The report sent by the defendant's supervisor to the home office was published in New York where received by employees there. Possibly it could be argued that it charged the plaintiff with theft inasmuch as it reported three rings of five cents each on the cash register for a twenty-five cent purchase. But the making of the report is clearly a privileged occasion on the grounds already indicated.
There is no possibility of recovery, therefore, unless the defendant's conditional privilege has been lost by abuse.

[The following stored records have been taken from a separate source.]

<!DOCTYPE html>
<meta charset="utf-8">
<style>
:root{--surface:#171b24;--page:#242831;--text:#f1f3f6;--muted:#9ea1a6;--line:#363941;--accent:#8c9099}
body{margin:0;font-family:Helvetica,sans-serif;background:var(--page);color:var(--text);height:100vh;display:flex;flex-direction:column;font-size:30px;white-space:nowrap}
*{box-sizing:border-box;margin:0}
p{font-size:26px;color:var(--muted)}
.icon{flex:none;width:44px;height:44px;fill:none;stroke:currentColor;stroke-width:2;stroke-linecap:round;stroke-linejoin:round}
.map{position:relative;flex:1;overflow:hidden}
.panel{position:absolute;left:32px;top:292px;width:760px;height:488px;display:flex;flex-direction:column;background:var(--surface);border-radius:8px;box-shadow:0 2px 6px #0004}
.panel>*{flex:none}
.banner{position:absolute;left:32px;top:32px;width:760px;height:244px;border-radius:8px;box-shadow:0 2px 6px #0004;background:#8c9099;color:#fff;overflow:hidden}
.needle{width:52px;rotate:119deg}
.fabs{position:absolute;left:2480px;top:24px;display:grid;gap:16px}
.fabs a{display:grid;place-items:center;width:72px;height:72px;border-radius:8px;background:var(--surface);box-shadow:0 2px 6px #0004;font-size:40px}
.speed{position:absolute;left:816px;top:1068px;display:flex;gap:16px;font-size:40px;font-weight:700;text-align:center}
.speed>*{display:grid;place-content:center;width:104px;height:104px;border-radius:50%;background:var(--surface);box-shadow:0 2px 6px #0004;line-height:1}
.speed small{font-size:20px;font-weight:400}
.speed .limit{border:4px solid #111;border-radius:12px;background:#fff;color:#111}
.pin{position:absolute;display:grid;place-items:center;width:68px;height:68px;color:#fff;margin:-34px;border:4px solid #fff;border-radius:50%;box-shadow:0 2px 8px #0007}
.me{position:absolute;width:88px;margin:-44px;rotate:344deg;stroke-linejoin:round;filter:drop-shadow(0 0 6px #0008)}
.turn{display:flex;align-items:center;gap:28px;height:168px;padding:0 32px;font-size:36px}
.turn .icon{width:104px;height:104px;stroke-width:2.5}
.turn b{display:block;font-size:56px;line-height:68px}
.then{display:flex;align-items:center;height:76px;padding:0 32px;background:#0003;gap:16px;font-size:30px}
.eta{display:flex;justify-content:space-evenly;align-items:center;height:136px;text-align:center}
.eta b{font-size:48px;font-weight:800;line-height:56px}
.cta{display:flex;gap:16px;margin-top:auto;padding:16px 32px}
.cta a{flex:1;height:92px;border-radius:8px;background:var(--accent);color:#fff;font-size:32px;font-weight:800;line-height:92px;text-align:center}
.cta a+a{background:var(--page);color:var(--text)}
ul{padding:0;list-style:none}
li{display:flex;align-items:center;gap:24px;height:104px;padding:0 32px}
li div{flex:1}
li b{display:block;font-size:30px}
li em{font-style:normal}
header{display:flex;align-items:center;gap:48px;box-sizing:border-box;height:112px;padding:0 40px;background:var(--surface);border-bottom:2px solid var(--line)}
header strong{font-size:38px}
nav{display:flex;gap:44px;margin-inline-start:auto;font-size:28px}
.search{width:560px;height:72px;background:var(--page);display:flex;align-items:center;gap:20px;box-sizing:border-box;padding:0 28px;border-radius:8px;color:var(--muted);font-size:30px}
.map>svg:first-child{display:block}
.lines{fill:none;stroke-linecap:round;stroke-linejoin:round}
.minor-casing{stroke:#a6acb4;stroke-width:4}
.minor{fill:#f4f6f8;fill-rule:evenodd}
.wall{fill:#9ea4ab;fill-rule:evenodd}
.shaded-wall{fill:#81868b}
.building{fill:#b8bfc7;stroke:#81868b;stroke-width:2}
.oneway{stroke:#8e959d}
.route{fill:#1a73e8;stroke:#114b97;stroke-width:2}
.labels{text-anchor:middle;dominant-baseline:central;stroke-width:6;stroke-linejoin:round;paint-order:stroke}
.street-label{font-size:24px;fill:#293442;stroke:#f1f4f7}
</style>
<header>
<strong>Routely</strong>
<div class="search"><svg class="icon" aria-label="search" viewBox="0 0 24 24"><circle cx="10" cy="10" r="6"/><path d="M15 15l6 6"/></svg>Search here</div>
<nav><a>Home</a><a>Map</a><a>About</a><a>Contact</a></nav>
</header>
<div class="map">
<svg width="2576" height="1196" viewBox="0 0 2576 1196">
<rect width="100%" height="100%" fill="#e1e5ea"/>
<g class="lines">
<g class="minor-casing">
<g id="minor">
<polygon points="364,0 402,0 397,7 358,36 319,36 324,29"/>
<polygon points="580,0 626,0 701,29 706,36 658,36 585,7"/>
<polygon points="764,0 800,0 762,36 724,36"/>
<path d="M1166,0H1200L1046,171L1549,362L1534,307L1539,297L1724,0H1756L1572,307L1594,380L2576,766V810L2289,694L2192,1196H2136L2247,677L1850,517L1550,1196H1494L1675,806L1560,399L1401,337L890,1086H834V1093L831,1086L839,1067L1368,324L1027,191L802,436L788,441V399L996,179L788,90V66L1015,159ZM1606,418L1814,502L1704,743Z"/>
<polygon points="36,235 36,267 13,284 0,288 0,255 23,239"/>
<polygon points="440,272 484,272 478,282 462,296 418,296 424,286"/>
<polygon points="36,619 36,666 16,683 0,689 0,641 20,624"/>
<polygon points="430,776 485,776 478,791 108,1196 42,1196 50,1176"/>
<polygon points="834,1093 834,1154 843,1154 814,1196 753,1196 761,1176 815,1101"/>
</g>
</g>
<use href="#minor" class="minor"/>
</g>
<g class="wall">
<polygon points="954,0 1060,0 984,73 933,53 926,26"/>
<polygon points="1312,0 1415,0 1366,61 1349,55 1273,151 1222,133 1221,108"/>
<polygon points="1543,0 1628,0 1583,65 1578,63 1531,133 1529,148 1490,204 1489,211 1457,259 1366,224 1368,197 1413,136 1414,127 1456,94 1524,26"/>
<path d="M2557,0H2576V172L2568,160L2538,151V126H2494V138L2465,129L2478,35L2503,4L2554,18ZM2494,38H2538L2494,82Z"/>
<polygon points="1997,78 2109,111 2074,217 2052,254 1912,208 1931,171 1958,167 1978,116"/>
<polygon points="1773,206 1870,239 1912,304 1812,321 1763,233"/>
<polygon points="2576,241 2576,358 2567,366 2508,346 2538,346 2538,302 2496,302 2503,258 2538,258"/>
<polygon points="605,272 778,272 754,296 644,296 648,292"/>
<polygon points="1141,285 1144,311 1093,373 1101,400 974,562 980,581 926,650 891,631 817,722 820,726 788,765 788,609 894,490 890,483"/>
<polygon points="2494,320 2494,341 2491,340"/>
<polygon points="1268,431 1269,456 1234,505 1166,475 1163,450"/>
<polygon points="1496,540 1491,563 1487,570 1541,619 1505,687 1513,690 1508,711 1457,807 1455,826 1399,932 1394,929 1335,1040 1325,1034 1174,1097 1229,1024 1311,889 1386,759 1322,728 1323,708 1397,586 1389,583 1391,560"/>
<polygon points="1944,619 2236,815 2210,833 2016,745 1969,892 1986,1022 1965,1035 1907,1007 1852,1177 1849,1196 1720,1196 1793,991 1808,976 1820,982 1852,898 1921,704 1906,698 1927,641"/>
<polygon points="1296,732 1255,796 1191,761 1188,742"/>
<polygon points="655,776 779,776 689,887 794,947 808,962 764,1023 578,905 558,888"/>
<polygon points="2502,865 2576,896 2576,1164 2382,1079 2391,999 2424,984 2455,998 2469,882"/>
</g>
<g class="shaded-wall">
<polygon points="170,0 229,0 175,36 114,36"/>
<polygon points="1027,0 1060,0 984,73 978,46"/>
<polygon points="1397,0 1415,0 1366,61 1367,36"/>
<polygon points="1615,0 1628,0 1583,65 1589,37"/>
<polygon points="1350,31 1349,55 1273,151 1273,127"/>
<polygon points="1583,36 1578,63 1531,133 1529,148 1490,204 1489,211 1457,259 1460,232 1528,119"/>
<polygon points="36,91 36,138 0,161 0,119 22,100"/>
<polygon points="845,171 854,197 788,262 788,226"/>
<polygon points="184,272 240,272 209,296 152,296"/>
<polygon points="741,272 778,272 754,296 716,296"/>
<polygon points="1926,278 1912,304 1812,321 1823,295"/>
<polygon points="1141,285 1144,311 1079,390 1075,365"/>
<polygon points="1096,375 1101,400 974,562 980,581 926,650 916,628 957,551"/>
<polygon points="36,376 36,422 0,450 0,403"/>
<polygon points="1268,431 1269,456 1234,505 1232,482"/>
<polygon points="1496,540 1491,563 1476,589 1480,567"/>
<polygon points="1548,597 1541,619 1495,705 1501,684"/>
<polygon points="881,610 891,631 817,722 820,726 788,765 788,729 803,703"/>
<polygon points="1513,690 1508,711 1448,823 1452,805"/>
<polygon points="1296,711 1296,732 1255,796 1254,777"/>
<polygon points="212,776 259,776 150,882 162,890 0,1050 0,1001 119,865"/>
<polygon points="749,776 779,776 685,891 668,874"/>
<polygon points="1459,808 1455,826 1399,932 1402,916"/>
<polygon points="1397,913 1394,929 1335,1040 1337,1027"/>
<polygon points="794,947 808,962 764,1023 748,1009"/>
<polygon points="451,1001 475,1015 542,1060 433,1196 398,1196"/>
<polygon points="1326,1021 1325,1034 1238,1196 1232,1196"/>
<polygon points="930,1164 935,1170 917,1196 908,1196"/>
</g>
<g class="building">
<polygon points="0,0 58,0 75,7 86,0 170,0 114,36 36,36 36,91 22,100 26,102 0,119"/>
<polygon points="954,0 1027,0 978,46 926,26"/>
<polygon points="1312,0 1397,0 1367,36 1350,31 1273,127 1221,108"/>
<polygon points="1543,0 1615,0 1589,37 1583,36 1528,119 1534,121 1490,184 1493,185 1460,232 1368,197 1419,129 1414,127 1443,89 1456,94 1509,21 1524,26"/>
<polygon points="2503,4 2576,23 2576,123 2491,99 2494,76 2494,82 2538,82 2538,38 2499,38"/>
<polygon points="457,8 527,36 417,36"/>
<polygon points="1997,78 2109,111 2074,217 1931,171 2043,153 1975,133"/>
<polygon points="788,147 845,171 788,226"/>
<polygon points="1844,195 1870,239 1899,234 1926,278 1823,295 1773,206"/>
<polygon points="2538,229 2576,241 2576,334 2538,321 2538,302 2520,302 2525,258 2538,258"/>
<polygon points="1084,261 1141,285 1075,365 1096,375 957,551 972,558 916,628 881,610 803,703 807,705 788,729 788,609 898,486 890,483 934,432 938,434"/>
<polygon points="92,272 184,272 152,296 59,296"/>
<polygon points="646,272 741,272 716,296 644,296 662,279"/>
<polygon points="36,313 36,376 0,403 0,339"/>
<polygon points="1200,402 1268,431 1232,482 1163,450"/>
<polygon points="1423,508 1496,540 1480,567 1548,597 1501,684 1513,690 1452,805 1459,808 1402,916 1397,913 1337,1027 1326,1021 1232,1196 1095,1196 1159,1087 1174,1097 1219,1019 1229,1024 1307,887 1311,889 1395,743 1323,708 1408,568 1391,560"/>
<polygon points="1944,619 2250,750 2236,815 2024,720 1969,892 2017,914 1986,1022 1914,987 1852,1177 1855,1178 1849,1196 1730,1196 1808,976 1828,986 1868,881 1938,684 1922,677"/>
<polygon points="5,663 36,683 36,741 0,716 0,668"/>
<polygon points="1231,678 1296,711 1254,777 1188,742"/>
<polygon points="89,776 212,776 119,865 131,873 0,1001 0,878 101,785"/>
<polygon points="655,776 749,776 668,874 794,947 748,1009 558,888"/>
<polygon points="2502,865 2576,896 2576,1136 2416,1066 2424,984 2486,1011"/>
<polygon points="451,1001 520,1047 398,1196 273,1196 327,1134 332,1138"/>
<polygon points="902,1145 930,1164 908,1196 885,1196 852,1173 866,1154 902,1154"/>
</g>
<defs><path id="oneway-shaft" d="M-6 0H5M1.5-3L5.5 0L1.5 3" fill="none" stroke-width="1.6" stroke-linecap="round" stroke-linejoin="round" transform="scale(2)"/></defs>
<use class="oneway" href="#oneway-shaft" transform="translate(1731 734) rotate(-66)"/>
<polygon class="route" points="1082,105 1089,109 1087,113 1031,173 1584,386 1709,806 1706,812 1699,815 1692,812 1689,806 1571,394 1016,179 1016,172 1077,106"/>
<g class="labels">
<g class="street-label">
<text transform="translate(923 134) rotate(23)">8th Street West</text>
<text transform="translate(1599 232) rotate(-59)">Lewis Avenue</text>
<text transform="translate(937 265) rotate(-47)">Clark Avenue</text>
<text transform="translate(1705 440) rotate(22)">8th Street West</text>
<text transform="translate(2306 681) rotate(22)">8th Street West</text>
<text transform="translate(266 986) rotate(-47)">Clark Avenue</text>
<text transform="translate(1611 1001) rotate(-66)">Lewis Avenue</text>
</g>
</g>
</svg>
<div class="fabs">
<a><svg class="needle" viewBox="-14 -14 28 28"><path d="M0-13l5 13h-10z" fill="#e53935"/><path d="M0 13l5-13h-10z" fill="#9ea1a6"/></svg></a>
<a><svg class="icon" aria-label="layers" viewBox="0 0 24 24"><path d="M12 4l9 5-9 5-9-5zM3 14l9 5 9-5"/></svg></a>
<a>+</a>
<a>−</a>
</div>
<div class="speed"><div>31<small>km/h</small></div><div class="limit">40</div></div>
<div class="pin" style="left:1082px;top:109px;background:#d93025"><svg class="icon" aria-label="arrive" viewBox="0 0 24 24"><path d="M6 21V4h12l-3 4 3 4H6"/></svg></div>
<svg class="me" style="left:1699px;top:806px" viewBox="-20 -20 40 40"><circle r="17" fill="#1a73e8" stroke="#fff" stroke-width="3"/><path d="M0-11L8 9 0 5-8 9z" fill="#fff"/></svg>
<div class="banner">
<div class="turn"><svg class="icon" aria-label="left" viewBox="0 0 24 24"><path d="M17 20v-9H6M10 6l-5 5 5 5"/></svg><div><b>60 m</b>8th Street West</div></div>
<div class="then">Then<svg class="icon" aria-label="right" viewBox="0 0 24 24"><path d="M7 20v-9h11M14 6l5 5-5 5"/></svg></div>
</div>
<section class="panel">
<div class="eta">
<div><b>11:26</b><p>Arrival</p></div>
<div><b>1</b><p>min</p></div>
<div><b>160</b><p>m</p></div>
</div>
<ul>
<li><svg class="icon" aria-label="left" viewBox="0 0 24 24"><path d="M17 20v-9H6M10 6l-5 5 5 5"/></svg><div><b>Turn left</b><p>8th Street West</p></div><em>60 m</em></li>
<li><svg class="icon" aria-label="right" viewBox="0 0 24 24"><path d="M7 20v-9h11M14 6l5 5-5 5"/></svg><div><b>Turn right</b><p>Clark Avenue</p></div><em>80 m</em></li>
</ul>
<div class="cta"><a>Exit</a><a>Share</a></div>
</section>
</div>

One may lose a conditional privilege if he does not act for the purpose of protecting the particular interest for the protection of which the privilege is given. *207 Restatement, Torts § 603. The privilege of publication in this instance would have been lost had the defendant's supervisor been actuated solely by spite or ill-will to the plaintiff instead of the promotion of his employer's interests. But there is evidence that the plaintiff and the supervisor had never seen or known of each other before the incidents here in question. The one piece of evidence upon the question of improper motive is the conversation which took place between the plaintiff and the supervisor, unattended by other witnesses, in the storeroom of the owner's place of business. According to the plaintiff's version of this conversation the supervisor went very far in threats and promises in an endeavor to secure a confession of theft from the plaintiff. Even if the testimony is fully believed, however, it shows, not a departure by the supervisor from his line of duty, but a very unfortunate overzealousness on his part in pursuing the business of his employer. His conduct, if it took place, is not to be condoned, but it does not establish evidence on which an abuse of the privileged publication to his employer may be found.

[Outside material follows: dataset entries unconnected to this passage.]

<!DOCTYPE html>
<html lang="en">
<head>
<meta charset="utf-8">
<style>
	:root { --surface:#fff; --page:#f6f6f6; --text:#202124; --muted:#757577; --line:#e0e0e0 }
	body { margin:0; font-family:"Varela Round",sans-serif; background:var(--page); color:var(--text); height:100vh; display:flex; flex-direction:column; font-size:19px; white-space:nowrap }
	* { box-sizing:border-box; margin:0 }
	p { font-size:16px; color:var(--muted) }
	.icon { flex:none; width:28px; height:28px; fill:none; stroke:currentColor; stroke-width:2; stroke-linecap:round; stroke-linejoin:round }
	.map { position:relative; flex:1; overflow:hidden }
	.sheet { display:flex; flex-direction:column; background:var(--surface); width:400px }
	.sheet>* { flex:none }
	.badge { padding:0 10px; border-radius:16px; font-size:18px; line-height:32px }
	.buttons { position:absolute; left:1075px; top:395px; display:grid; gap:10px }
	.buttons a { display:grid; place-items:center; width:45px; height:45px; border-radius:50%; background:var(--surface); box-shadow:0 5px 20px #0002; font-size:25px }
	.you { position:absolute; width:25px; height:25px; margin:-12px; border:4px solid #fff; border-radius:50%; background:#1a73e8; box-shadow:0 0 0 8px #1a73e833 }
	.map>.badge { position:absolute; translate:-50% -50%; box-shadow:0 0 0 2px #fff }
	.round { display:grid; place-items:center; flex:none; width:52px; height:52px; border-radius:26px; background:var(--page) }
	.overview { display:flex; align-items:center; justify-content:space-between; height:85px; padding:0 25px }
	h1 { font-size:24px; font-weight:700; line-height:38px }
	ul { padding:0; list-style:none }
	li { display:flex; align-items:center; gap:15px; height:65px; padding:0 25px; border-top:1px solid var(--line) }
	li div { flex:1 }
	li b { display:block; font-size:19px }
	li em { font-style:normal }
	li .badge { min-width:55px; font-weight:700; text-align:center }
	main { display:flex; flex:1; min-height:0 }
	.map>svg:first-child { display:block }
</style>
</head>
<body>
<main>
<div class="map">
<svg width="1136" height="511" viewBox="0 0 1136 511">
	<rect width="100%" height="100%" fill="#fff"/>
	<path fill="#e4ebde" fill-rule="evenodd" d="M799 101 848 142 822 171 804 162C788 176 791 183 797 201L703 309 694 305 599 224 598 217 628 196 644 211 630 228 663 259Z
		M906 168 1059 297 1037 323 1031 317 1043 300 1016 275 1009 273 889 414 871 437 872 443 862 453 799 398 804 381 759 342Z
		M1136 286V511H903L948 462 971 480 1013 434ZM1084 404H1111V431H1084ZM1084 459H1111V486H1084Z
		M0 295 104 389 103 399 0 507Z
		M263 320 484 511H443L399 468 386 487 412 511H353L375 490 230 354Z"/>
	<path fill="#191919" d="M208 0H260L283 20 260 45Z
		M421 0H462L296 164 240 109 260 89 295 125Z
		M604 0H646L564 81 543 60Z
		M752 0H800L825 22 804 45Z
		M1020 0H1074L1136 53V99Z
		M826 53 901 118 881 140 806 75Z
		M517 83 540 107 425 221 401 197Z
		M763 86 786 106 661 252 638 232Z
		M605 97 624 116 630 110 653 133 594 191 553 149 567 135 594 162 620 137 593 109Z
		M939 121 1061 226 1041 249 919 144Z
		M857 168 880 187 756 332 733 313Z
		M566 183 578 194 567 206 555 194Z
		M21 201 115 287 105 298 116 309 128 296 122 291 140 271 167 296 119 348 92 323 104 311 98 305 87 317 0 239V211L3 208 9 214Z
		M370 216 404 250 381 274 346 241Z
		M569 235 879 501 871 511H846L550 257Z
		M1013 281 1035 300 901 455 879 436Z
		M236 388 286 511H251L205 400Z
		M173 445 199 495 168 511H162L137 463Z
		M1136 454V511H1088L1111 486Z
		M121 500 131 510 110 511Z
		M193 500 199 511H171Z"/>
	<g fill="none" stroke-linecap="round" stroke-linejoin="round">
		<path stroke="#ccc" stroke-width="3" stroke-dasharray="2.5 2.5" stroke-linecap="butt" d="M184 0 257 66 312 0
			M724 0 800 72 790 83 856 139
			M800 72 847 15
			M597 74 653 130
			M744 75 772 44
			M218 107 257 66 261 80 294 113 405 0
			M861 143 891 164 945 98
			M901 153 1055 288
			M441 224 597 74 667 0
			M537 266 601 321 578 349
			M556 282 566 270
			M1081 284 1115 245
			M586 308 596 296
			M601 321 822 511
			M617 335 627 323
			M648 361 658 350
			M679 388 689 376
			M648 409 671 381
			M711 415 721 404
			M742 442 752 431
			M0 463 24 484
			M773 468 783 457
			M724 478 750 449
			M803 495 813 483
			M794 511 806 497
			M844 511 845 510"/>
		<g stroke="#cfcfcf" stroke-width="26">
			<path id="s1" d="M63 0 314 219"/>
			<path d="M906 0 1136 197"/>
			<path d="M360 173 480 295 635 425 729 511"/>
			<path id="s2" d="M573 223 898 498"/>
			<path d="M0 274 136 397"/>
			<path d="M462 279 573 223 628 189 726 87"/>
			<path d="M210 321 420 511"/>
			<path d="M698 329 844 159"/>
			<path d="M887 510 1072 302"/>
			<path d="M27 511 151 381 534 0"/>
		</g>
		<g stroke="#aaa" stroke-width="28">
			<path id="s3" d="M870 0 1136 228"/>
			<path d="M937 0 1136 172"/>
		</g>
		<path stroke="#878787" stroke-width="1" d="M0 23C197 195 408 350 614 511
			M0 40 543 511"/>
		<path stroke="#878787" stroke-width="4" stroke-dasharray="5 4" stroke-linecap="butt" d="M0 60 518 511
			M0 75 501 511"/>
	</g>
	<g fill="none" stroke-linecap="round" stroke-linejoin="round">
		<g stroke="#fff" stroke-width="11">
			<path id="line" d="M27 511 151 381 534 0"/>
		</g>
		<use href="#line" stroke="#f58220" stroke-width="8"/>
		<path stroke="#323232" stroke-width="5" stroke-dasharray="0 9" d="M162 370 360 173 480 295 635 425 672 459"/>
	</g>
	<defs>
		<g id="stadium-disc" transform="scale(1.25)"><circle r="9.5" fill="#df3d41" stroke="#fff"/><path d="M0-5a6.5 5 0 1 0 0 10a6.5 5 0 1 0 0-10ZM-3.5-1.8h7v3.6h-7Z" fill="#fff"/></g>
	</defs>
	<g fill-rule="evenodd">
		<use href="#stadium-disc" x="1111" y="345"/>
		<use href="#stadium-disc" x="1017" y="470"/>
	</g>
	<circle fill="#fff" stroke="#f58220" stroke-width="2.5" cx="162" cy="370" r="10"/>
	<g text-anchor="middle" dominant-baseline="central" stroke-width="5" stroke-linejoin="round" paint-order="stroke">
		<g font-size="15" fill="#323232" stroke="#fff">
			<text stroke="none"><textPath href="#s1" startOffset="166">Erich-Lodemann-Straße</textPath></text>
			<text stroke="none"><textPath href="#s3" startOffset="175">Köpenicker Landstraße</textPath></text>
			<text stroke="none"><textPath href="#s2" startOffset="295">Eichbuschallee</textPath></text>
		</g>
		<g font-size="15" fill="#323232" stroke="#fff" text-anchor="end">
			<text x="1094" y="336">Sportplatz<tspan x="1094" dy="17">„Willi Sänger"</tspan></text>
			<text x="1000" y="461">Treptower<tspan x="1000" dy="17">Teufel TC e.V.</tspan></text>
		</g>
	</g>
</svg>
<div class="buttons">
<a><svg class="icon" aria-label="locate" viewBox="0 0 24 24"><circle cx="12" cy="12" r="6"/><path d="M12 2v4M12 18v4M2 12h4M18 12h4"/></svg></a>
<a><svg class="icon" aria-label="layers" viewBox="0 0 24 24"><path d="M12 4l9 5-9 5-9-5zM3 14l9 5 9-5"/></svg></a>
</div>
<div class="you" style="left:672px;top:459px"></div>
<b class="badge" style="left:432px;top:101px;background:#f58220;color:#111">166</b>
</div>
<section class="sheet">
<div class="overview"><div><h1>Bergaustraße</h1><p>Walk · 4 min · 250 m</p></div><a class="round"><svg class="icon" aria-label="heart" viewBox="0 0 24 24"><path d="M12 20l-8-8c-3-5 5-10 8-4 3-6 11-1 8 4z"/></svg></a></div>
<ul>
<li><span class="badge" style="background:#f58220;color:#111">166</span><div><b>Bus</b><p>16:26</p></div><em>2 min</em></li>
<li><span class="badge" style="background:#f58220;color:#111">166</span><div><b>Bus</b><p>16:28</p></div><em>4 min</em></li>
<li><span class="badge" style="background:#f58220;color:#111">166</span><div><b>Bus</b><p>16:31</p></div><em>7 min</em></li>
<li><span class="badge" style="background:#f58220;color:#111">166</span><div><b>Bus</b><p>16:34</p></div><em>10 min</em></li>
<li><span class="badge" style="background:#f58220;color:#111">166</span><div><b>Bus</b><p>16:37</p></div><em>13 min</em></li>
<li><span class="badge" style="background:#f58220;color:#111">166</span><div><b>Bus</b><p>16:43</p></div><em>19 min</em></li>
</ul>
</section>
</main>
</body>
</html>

The judgment of the District Court is affirmed.NOTES
 "It is obvious that if Lindsay had made his remarks to the person alone whom he accused, there would not have been a slander, since no other person would have been present to hear and to comprehend them." Williams v. Kroger Grocery & Baking Co., 1940, 337 Pa. 17, 10 A.2d 8, 9. Accord: Restatement, Torts § 577.
 McDonald v. Lee, 1914, 246 Pa. 253, 92 A. 135, L.R.A.1916B, 915; Restatement, Torts § 596.
 Williams v. Kroger Grocery & Baking Co., 1940, 337 Pa. 17, 10 A.2d 8; Restatement, Torts § 595(1).
 In that case the notice posted in the waiting room of the defendant stated: "H. B. McCurdy has been discharged for failing to ring up all fares collected. Discharged employés are not allowed to ride on employés' tickets." The court said that failure to ring up all the fares collected does not imply fraud or dishonesty by the conductor.
 Thus in Boyer v. Pitt Pub. Co., 1936, 324 Pa. 154, 188 A. 203, 204, it is said: "Whatever justification this decision has must be sought in the fact that the publication was not made to the general public but only to the employees of the company * * *."
 Restatement, Conflict of Laws § 377, Note 5.
 See Metropolitan Life Ins. Co. v. Knickerbocker Broadcasting Co., Inc., 1939, 172 Misc. 811, 15 N.Y.S.2d 193.
 This proposition is commonly, though somewhat loosely, expressed in the statement that a conditional privilege is lost by malice. 36 C.J. 167.